Black and white illustration of the Battle of the Glorious First of June

War with France

The most significant factor that persuaded the King’s ministers of the need to expand the honours system, not least in terms of the number of individuals who could receive a royal mark of favour, was the conflict with France, which spanned more than two decades from 1793 until the defeat of Napoleon in 1815.

The honours that were designed to reward services during that period include a series of gold medals and chains for officers of the Royal Navy, which were introduced after Admiral Howe’s victory against a French fleet in the Atlantic Ocean in June 1794. The direct link between the naval distinctions and the King, rather than the first lord of the Admiralty or some other department of state or parliamentary body, was obvious from what happened at Portsmouth shortly after the battle was won when, on board HMS Queen Charlotte (Gazette issue 13680):

“The King, on his coming upon the quarter-deck presented Admiral Earl Howe with a sword, richly set with diamonds, and likewise with a gold chain to be worn about the neck; and he also presented Admiral Sir Alexander Hood, Rear-Admiral Gardner, and Sir Roger Curtis First Captain of the Fleet, with similar chains; to each of which is to be suspended a medal now preparing for that purpose.”

The United Kingdom

The royal authority that existed when King George travelled to Portsmouth to present gold chains to Lord Howe to commemorate his victory against the French fleet on “the Glorious First of June” in 1794, was altered at the start of the new century, after assent was given by the King in London on 2 July (Gazette issue 15272), and by the lord lieutenant in Dublin on 1 August 1800 to two acts “for the union of Great Britain and Ireland” (Gazette issue 15282).

The statutes contained several articles of the union of the kingdoms that impacted on the royal authority and established the legal authority for the sovereign to issue proclamations that dealt with certain specified matters, such as the royal style and titles, and the succession to the Crown.

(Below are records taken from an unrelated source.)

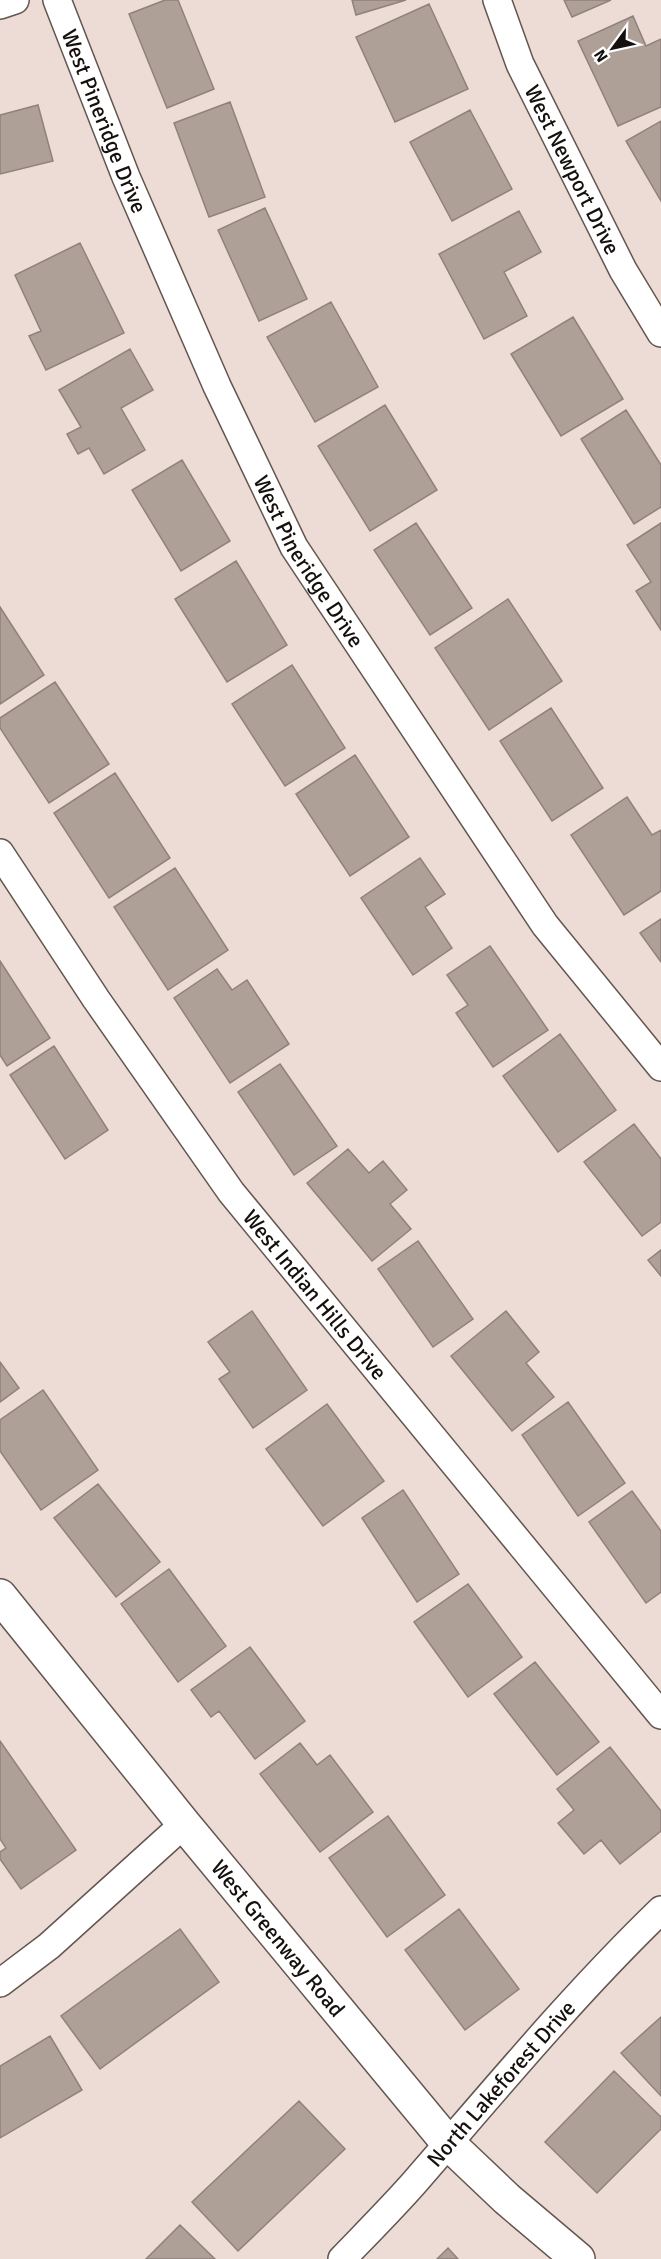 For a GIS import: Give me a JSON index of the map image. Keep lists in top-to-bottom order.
{
  "streets": {
    "street": [
      "West Pineridge Drive",
      "West Newport Drive",
      "West Indian Hills Drive",
      "West Greenway Road",
      "North Lakeforest Drive"
    ]
  },
  "crossings": [
    ["West Greenway Road", "North Lakeforest Drive"]
  ],
  "north": "bottom left"
}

The first article was the most significant in this regard, as it declared that:

“the said kingdoms of Great Britain and Ireland shall, upon the first day of January which shall be in the year of our Lord one thousand eight hundred and one, and for ever after, be united into one kingdom, by the name of The United Kingdom of Great Britain and Ireland; and that the royal stile and titles appertaining to the imperial Crown of the said United Kingdom and its dependencies, and also the ensigns armorial, flags and banners thereof, shall be such as his Majesty, by his royal proclamation under the great seal of the United Kingdom, shall be pleased to appoint.”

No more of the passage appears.